EXERCISE DESCRIPTION: Start at the line below containing "M58,5l5,19 -10,6 -53,17v-34z" and stop at the line containing "-58,9 -32,-6 12,-7z". Repeat every line of that stretch exactly, and nothing outside it.

LISTED RECORDS:
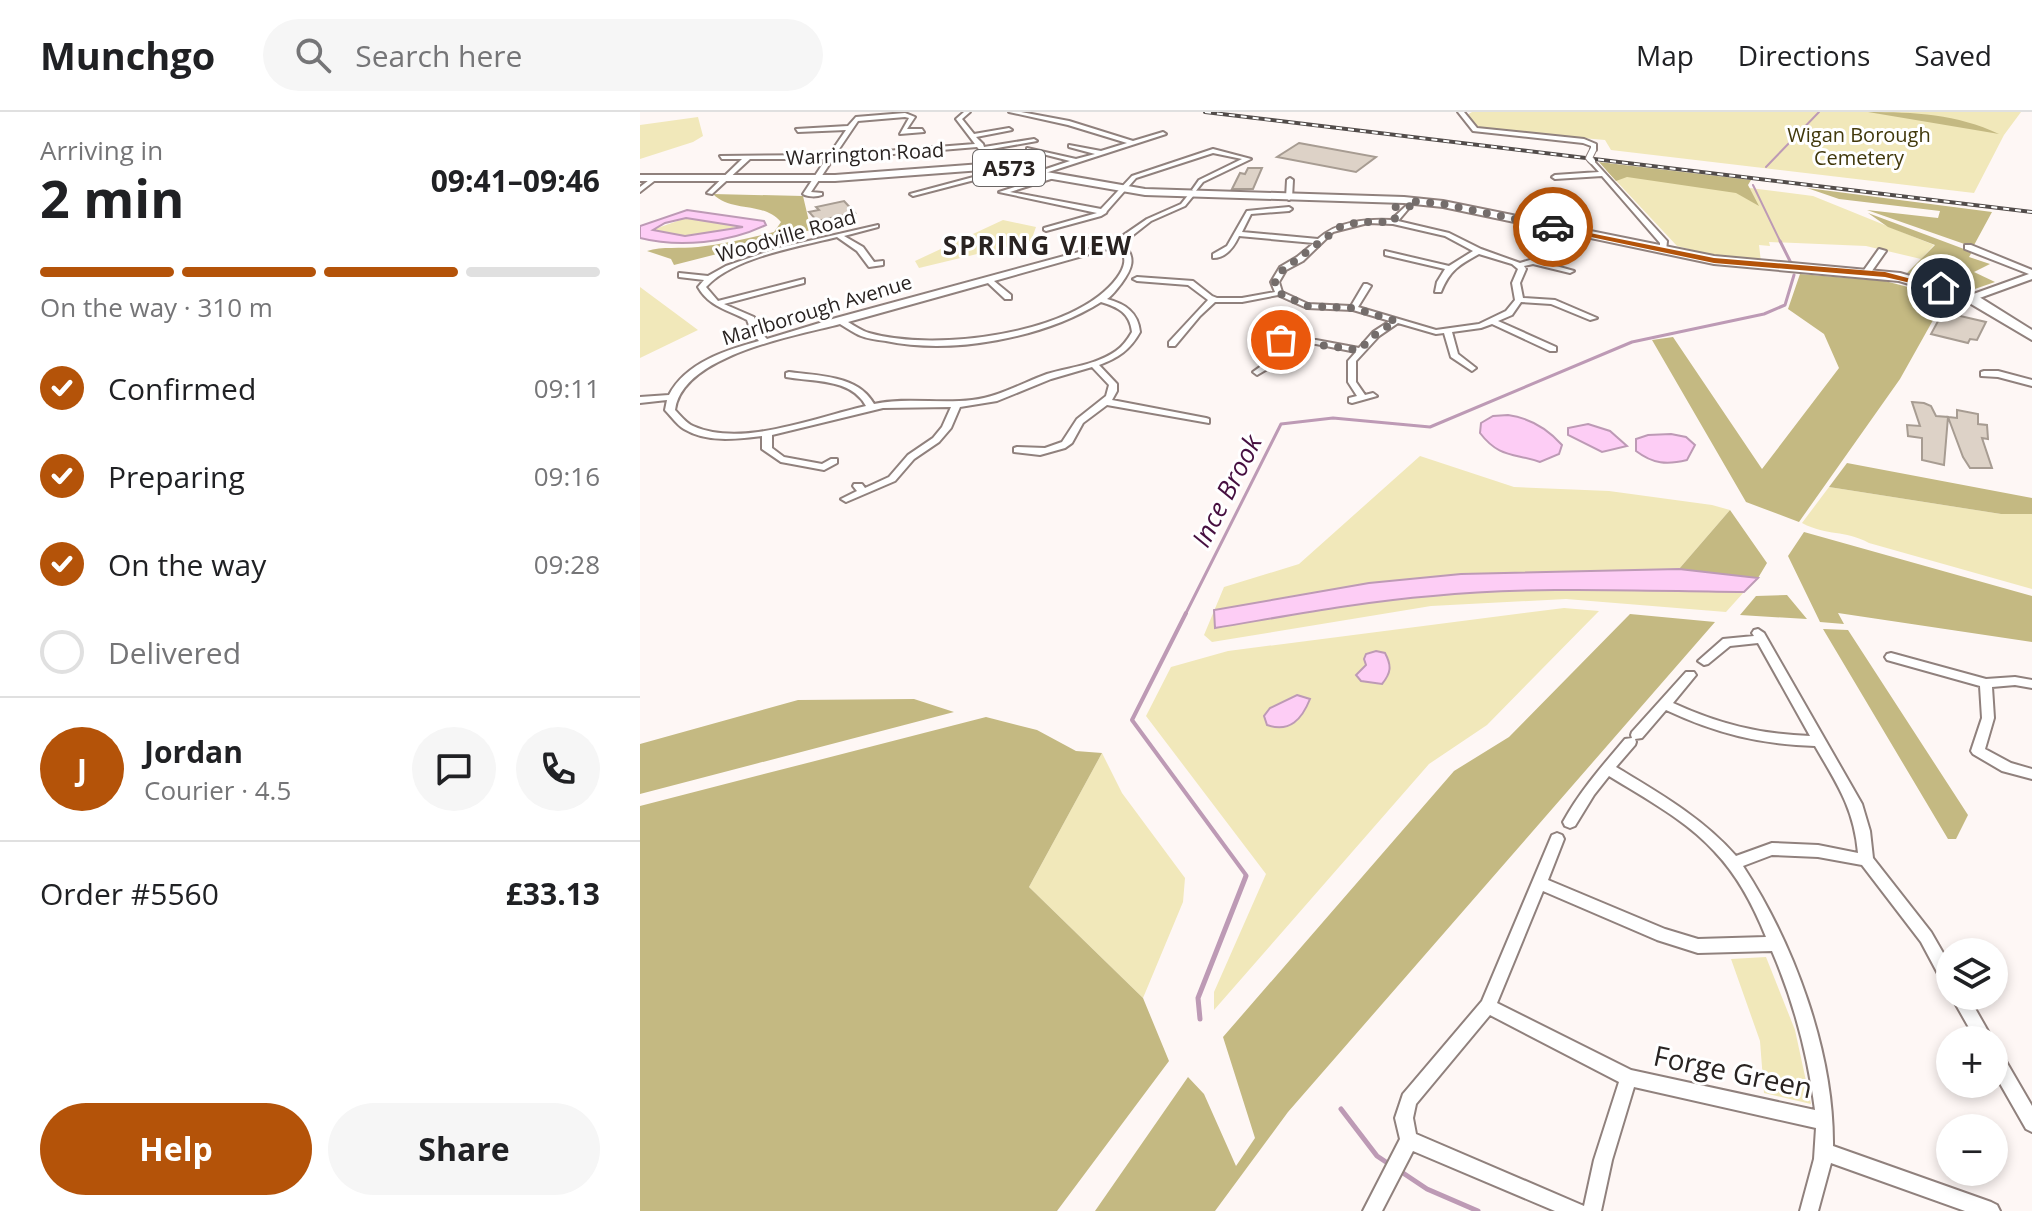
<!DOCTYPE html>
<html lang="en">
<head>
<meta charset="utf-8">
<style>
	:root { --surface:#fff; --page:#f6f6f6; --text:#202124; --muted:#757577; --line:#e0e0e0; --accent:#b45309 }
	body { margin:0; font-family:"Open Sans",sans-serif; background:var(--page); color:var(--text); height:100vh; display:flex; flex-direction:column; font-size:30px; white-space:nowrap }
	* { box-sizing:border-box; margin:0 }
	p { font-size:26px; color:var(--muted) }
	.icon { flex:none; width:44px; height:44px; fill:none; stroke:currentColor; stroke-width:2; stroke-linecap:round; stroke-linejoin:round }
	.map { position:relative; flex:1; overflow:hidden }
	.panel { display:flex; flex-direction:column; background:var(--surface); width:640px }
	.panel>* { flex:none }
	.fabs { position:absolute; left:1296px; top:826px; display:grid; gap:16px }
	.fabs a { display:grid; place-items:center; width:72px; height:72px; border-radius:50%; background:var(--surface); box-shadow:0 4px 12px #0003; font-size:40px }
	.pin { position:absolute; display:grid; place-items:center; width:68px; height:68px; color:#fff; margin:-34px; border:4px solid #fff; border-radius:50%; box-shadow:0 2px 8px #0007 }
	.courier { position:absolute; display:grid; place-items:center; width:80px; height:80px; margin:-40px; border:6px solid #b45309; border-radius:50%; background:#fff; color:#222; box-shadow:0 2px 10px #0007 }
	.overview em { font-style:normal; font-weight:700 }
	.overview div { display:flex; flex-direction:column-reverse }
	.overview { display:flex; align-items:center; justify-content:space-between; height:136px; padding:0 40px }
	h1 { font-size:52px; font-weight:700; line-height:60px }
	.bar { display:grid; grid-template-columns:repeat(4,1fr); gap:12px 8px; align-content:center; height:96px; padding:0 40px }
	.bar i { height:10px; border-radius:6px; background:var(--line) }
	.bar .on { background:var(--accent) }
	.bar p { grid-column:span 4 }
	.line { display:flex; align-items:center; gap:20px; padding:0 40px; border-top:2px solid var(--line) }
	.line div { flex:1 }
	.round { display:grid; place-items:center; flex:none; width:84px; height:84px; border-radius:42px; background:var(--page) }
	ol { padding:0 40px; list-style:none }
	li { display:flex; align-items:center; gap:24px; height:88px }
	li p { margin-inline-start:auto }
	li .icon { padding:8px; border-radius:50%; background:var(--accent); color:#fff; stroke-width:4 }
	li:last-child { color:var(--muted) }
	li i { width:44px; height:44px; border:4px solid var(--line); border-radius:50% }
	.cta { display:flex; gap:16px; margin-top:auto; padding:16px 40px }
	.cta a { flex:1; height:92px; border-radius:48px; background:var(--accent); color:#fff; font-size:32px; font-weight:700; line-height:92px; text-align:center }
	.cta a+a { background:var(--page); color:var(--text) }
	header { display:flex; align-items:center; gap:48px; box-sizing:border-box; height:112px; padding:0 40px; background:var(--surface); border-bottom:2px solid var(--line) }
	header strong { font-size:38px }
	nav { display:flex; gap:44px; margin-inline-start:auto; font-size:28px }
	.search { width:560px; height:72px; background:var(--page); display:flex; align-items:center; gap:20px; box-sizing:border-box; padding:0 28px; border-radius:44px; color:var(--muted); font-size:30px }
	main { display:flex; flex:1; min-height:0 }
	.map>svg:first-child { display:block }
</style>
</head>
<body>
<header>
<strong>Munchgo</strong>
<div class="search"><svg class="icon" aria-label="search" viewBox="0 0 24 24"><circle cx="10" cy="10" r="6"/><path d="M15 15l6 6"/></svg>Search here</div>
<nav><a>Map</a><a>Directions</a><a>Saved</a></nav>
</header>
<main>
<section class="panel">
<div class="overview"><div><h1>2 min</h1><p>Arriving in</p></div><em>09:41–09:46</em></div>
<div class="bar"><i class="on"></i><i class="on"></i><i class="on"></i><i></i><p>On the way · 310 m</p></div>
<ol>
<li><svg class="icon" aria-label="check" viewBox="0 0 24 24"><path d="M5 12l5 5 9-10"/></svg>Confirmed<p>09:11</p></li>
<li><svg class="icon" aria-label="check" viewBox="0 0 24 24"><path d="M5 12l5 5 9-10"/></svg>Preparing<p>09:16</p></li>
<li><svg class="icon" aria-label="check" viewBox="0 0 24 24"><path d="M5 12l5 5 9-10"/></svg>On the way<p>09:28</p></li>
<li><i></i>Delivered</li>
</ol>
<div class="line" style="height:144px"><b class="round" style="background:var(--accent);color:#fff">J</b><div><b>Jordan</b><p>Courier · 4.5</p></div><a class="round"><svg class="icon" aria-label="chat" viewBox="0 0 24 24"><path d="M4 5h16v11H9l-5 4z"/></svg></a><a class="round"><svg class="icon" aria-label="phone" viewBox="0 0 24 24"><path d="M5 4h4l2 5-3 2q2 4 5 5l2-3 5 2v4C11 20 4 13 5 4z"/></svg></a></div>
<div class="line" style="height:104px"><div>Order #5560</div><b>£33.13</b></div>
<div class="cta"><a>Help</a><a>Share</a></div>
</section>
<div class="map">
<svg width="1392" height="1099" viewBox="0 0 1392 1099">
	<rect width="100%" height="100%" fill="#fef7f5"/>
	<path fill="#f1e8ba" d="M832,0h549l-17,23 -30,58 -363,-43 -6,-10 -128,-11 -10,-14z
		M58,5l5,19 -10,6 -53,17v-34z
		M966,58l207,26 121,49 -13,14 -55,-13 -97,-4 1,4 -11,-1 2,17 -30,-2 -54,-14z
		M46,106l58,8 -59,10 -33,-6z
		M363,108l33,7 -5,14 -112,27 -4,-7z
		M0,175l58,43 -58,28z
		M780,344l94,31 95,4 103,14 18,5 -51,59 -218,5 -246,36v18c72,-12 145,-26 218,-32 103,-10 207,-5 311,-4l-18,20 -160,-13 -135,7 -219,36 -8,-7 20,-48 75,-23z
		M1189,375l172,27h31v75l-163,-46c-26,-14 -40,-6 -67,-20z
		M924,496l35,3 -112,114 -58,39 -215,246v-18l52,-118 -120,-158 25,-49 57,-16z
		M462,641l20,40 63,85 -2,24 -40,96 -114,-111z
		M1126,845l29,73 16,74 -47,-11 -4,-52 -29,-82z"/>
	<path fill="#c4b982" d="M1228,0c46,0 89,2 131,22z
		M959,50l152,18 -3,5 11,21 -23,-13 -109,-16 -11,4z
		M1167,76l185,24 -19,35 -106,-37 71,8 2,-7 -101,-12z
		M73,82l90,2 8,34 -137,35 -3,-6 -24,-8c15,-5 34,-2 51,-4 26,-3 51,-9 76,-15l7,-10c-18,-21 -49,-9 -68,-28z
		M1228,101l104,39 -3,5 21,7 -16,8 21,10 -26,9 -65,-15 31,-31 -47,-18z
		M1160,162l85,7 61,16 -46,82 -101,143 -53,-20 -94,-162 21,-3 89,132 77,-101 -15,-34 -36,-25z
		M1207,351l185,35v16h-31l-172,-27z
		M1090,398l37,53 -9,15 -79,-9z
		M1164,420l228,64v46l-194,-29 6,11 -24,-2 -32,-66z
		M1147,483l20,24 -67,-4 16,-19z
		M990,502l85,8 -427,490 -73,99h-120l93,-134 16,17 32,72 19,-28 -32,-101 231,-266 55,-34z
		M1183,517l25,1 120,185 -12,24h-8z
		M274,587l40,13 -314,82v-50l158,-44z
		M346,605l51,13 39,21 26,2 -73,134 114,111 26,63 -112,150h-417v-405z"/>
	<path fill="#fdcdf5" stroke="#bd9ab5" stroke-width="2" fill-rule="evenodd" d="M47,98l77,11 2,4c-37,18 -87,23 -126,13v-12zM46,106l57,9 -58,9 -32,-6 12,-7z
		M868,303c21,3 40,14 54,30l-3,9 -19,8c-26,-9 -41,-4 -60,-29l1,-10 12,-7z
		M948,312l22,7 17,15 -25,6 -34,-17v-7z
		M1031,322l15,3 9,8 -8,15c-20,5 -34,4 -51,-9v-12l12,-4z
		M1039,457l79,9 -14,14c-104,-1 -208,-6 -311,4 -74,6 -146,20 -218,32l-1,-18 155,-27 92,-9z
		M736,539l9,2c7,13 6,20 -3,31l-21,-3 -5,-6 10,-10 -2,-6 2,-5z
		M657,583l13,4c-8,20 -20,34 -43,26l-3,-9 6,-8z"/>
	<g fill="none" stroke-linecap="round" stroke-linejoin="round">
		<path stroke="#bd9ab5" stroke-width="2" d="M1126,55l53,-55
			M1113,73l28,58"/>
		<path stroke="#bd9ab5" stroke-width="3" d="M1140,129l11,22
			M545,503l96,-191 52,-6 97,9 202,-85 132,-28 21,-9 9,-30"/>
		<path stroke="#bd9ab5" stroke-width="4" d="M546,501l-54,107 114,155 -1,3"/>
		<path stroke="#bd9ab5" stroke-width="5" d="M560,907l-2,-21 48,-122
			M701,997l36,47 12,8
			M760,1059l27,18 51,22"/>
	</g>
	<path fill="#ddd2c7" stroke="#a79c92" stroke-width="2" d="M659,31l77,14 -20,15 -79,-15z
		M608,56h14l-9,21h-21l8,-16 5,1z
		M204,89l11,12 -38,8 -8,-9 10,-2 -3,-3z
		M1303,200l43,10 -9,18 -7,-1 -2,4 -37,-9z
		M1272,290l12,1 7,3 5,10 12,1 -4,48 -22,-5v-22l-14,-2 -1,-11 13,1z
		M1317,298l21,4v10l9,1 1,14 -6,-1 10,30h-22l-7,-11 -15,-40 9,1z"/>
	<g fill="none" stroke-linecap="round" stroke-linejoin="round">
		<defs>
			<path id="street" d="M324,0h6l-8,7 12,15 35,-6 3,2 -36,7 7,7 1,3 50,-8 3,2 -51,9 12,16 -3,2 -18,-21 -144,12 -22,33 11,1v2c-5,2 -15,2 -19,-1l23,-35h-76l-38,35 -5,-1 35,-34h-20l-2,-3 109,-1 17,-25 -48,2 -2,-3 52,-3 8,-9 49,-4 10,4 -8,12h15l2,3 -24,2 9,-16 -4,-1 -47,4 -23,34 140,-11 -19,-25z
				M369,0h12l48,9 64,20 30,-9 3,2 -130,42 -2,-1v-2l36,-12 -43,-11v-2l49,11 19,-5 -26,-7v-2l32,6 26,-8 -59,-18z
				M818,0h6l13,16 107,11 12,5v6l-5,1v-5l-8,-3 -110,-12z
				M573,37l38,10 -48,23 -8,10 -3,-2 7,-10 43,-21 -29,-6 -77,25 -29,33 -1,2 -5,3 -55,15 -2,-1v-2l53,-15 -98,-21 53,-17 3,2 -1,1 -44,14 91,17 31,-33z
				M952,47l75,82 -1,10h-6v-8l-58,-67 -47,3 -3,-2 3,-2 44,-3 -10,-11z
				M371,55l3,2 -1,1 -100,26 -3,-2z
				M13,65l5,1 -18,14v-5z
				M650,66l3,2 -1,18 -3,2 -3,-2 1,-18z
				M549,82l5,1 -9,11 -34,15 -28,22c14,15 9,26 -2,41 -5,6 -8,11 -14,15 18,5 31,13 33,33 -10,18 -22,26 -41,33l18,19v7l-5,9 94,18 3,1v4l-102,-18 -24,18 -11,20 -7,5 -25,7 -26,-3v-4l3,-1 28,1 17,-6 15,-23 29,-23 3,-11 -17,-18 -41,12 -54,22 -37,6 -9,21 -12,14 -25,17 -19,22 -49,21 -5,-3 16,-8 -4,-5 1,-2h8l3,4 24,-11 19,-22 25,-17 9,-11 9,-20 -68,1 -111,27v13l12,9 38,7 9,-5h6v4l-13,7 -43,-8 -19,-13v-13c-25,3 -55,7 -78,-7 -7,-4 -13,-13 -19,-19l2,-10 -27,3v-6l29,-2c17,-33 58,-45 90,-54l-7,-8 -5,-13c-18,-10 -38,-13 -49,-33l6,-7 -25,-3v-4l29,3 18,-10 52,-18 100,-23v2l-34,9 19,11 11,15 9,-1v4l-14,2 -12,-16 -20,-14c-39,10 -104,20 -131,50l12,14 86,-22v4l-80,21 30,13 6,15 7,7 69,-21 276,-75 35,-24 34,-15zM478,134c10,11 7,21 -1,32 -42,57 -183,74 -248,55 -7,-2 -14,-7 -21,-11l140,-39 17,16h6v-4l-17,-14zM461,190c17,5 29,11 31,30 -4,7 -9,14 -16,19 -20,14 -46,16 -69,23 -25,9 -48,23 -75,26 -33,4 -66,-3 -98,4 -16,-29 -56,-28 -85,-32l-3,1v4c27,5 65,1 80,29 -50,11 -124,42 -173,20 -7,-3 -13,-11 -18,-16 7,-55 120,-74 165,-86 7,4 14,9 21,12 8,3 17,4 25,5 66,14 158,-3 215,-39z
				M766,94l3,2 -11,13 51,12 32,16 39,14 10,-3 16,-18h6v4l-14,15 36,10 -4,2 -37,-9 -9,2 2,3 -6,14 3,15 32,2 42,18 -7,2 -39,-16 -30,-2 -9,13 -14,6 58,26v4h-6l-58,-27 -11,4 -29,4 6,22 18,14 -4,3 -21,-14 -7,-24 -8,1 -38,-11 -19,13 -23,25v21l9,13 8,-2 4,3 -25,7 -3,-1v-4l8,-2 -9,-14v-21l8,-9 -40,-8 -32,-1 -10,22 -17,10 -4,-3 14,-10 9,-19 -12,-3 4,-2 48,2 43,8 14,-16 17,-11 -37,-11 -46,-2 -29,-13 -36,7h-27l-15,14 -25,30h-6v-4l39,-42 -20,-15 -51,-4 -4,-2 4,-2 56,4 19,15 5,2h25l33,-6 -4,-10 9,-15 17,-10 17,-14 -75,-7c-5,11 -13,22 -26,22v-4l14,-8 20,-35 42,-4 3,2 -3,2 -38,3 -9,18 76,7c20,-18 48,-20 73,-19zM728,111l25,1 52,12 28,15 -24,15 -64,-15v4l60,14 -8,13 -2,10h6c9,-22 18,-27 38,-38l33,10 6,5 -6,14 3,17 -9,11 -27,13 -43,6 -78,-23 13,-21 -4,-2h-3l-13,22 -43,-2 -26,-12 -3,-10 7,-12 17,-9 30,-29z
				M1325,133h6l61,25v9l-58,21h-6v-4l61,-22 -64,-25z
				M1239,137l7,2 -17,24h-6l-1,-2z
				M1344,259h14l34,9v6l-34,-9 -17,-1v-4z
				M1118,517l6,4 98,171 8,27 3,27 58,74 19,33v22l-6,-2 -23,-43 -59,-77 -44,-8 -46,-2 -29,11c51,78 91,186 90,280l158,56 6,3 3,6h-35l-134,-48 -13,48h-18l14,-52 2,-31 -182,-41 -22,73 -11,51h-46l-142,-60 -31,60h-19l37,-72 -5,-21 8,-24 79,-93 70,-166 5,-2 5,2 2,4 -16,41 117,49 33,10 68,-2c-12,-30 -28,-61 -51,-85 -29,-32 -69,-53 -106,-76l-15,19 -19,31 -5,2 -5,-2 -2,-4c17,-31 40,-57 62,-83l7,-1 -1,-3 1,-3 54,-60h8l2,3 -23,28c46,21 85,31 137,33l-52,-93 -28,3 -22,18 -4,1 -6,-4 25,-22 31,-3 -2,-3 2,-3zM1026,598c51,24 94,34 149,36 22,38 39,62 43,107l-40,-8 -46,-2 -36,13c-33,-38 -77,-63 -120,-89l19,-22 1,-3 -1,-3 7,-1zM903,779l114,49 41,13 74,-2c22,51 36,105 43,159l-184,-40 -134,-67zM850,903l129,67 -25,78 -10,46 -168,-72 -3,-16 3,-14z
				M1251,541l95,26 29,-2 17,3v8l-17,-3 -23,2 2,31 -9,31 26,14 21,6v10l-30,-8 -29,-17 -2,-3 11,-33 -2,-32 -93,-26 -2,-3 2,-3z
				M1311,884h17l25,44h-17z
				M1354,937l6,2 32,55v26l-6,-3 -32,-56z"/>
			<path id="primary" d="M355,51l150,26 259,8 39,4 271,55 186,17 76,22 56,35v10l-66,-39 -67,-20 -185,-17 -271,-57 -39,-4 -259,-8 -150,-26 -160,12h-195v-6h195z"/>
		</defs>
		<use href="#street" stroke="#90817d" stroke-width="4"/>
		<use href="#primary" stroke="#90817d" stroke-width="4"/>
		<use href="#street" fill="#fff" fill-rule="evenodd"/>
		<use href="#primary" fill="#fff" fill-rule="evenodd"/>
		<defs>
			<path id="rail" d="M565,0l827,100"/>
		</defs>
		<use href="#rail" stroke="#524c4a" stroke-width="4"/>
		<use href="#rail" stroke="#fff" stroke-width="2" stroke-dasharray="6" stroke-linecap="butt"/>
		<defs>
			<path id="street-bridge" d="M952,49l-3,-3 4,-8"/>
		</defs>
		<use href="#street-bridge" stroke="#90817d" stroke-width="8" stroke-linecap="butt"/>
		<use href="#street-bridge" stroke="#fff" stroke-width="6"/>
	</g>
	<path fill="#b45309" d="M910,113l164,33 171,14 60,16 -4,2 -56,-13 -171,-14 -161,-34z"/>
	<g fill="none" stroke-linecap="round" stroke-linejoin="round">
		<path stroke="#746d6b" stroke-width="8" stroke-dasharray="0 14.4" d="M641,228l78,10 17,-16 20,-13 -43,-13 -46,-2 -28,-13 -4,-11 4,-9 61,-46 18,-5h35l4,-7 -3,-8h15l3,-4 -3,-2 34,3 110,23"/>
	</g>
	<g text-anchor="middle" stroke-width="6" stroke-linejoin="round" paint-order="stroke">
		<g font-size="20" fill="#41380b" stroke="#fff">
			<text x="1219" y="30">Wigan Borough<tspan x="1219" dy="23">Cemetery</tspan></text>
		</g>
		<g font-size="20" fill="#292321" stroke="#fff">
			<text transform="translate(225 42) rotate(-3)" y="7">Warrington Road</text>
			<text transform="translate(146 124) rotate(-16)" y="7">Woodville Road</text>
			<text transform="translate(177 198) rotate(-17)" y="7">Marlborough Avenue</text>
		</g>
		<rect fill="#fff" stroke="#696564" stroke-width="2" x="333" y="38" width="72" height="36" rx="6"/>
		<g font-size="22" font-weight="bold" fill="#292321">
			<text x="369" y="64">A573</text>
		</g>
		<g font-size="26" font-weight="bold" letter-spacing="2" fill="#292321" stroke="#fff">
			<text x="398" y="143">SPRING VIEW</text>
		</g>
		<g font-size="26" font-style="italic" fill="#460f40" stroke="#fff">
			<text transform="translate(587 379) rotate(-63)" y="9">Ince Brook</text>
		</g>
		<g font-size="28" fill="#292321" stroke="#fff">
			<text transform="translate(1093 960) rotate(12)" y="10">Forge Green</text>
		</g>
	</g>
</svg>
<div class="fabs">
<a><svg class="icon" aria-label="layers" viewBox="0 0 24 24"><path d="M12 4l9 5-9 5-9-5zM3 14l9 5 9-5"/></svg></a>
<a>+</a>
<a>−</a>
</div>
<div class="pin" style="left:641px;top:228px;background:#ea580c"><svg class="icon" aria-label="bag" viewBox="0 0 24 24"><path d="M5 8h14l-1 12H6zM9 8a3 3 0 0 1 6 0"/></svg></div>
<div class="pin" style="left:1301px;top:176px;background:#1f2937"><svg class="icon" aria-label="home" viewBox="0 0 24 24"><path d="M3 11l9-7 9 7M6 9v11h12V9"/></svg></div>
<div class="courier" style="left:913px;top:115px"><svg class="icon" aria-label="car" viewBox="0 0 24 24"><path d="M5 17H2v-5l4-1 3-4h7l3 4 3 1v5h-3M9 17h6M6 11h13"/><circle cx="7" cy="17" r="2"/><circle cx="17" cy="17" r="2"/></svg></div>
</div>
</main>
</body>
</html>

WRITTEN RESPONSE:
		M58,5l5,19 -10,6 -53,17v-34z
		M966,58l207,26 121,49 -13,14 -55,-13 -97,-4 1,4 -11,-1 2,17 -30,-2 -54,-14z
		M46,106l58,8 -59,10 -33,-6z
		M363,108l33,7 -5,14 -112,27 -4,-7z
		M0,175l58,43 -58,28z
		M780,344l94,31 95,4 103,14 18,5 -51,59 -218,5 -246,36v18c72,-12 145,-26 218,-32 103,-10 207,-5 311,-4l-18,20 -160,-13 -135,7 -219,36 -8,-7 20,-48 75,-23z
		M1189,375l172,27h31v75l-163,-46c-26,-14 -40,-6 -67,-20z
		M924,496l35,3 -112,114 -58,39 -215,246v-18l52,-118 -120,-158 25,-49 57,-16z
		M462,641l20,40 63,85 -2,24 -40,96 -114,-111z
		M1126,845l29,73 16,74 -47,-11 -4,-52 -29,-82z"/>
	<path fill="#c4b982" d="M1228,0c46,0 89,2 131,22z
		M959,50l152,18 -3,5 11,21 -23,-13 -109,-16 -11,4z
		M1167,76l185,24 -19,35 -106,-37 71,8 2,-7 -101,-12z
		M73,82l90,2 8,34 -137,35 -3,-6 -24,-8c15,-5 34,-2 51,-4 26,-3 51,-9 76,-15l7,-10c-18,-21 -49,-9 -68,-28z
		M1228,101l104,39 -3,5 21,7 -16,8 21,10 -26,9 -65,-15 31,-31 -47,-18z
		M1160,162l85,7 61,16 -46,82 -101,143 -53,-20 -94,-162 21,-3 89,132 77,-101 -15,-34 -36,-25z
		M1207,351l185,35v16h-31l-172,-27z
		M1090,398l37,53 -9,15 -79,-9z
		M1164,420l228,64v46l-194,-29 6,11 -24,-2 -32,-66z
		M1147,483l20,24 -67,-4 16,-19z
		M990,502l85,8 -427,490 -73,99h-120l93,-134 16,17 32,72 19,-28 -32,-101 231,-266 55,-34z
		M1183,517l25,1 120,185 -12,24h-8z
		M274,587l40,13 -314,82v-50l158,-44z
		M346,605l51,13 39,21 26,2 -73,134 114,111 26,63 -112,150h-417v-405z"/>
	<path fill="#fdcdf5" stroke="#bd9ab5" stroke-width="2" fill-rule="evenodd" d="M47,98l77,11 2,4c-37,18 -87,23 -126,13v-12zM46,106l57,9 -58,9 -32,-6 12,-7z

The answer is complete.